Task statement:
Would you set down the data that follows, word for word, without any pictures?

*** Opening of Information supplied ***

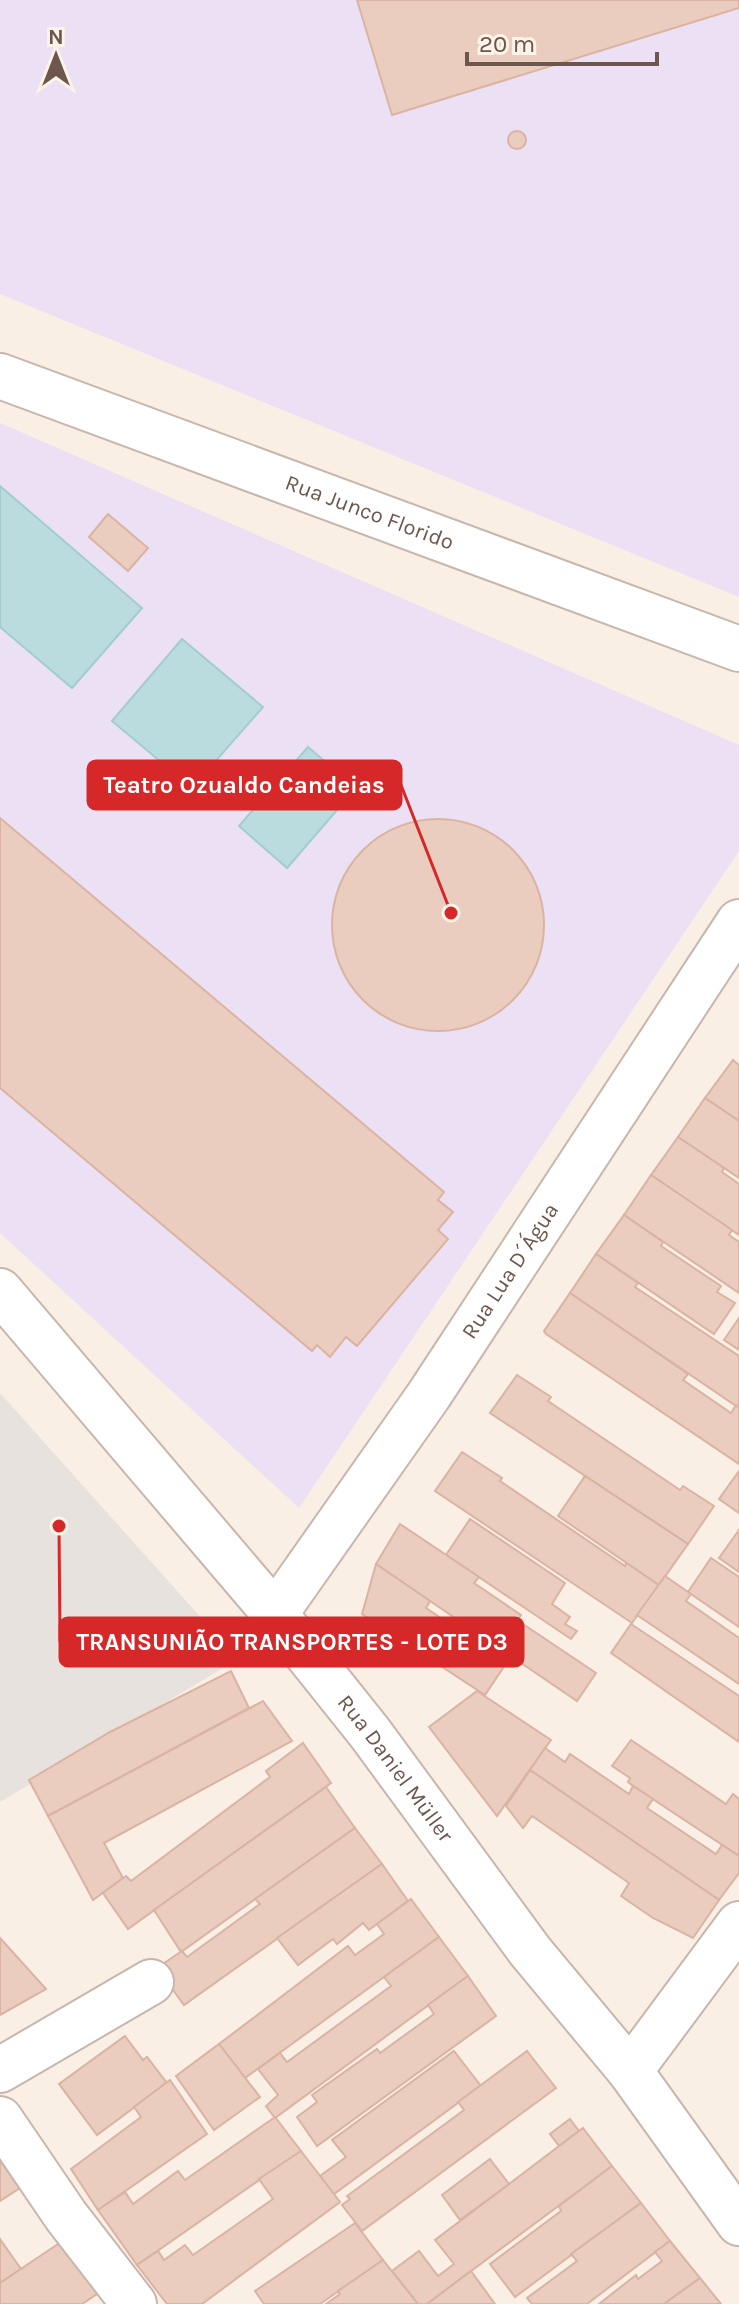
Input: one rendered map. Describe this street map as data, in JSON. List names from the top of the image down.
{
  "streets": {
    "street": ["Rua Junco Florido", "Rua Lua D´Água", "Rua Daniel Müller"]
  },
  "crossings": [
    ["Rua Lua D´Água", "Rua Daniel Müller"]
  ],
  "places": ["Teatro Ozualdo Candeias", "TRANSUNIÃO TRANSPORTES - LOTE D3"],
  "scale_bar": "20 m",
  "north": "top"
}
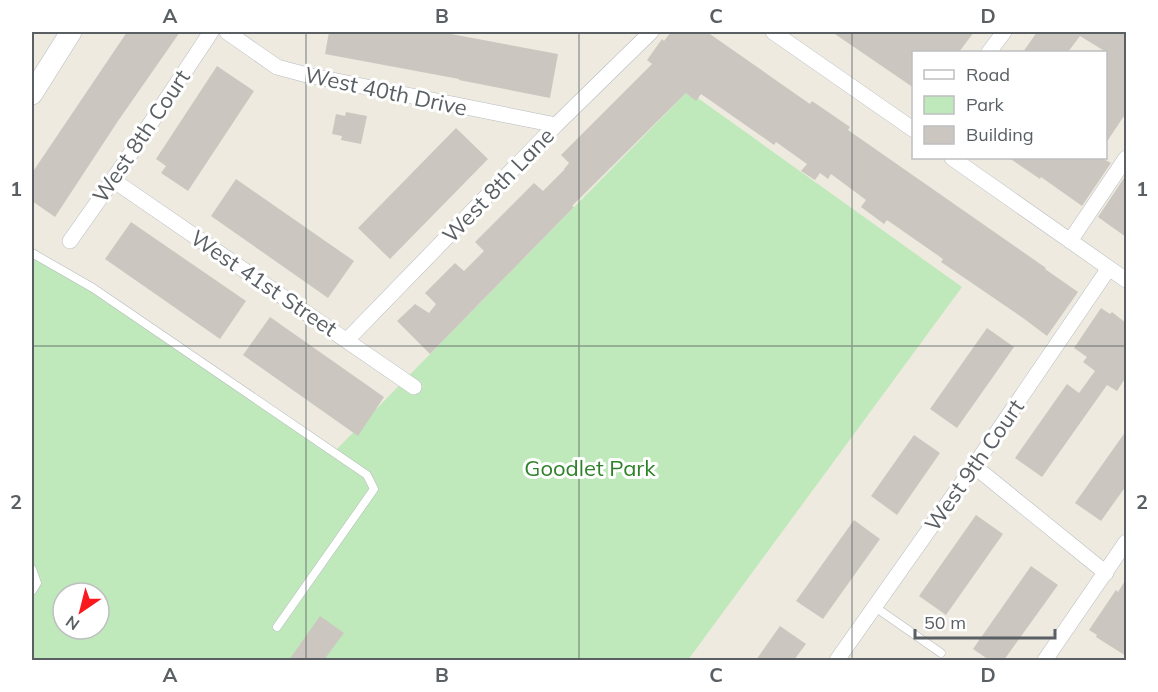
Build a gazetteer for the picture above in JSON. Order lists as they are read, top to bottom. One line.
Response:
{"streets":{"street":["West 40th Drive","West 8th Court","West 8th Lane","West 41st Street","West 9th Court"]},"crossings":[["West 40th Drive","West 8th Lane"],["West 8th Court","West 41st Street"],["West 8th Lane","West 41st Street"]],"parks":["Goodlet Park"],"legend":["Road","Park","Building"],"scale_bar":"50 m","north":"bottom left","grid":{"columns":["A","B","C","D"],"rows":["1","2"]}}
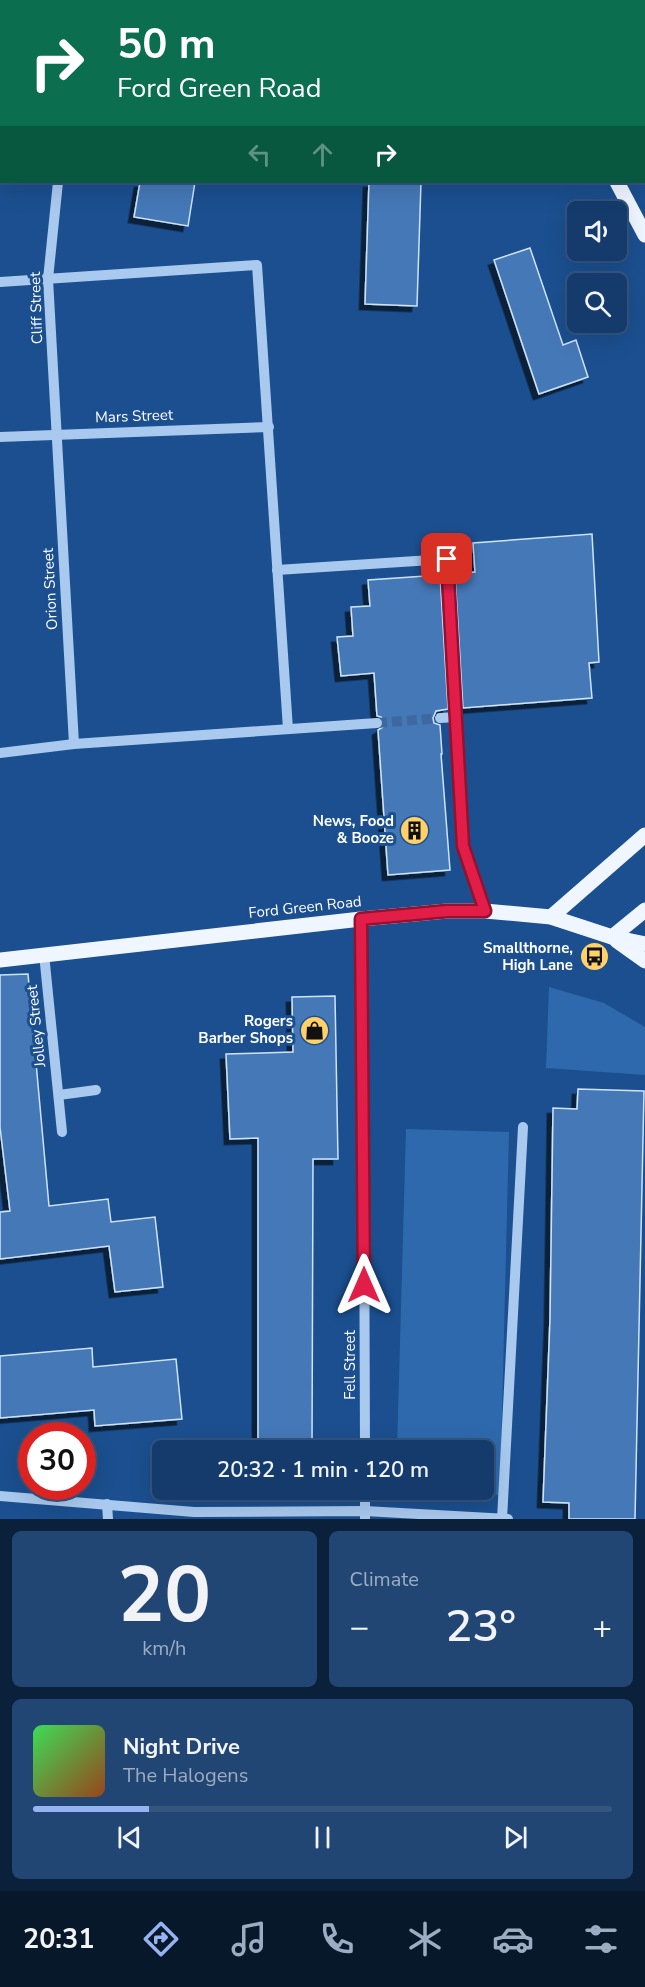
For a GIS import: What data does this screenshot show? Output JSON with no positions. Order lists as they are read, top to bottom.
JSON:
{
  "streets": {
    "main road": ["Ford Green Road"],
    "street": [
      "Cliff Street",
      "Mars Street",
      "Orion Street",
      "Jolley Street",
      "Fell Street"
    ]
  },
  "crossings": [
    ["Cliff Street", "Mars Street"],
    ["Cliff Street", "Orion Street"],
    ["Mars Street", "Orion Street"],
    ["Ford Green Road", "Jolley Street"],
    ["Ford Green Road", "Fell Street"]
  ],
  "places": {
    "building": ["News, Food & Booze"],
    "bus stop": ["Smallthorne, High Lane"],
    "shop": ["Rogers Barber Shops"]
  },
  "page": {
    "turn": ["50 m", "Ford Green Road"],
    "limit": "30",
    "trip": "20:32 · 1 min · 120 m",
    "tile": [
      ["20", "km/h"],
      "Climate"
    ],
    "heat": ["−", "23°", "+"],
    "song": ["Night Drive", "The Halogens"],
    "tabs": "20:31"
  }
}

*** Close of Information supplied ***

Solution to this task:
Input: one rendered map. Describe this street map as data, in JSON. List names from the top of the image down.
{
  "streets": {
    "street": ["Rua Junco Florido", "Rua Lua D´Água", "Rua Daniel Müller"]
  },
  "crossings": [
    ["Rua Lua D´Água", "Rua Daniel Müller"]
  ],
  "places": ["Teatro Ozualdo Candeias", "TRANSUNIÃO TRANSPORTES - LOTE D3"],
  "scale_bar": "20 m",
  "north": "top"
}
Build a gazetteer for the picture above in JSON. Order lists as they are read, top to bottom. One line.
Response:
{"streets":{"street":["West 40th Drive","West 8th Court","West 8th Lane","West 41st Street","West 9th Court"]},"crossings":[["West 40th Drive","West 8th Lane"],["West 8th Court","West 41st Street"],["West 8th Lane","West 41st Street"]],"parks":["Goodlet Park"],"legend":["Road","Park","Building"],"scale_bar":"50 m","north":"bottom left","grid":{"columns":["A","B","C","D"],"rows":["1","2"]}}
For a GIS import: What data does this screenshot show? Output JSON with no positions. Order lists as they are read, top to bottom.
JSON:
{
  "streets": {
    "main road": ["Ford Green Road"],
    "street": [
      "Cliff Street",
      "Mars Street",
      "Orion Street",
      "Jolley Street",
      "Fell Street"
    ]
  },
  "crossings": [
    ["Cliff Street", "Mars Street"],
    ["Cliff Street", "Orion Street"],
    ["Mars Street", "Orion Street"],
    ["Ford Green Road", "Jolley Street"],
    ["Ford Green Road", "Fell Street"]
  ],
  "places": {
    "building": ["News, Food & Booze"],
    "bus stop": ["Smallthorne, High Lane"],
    "shop": ["Rogers Barber Shops"]
  },
  "page": {
    "turn": ["50 m", "Ford Green Road"],
    "limit": "30",
    "trip": "20:32 · 1 min · 120 m",
    "tile": [
      ["20", "km/h"],
      "Climate"
    ],
    "heat": ["−", "23°", "+"],
    "song": ["Night Drive", "The Halogens"],
    "tabs": "20:31"
  }
}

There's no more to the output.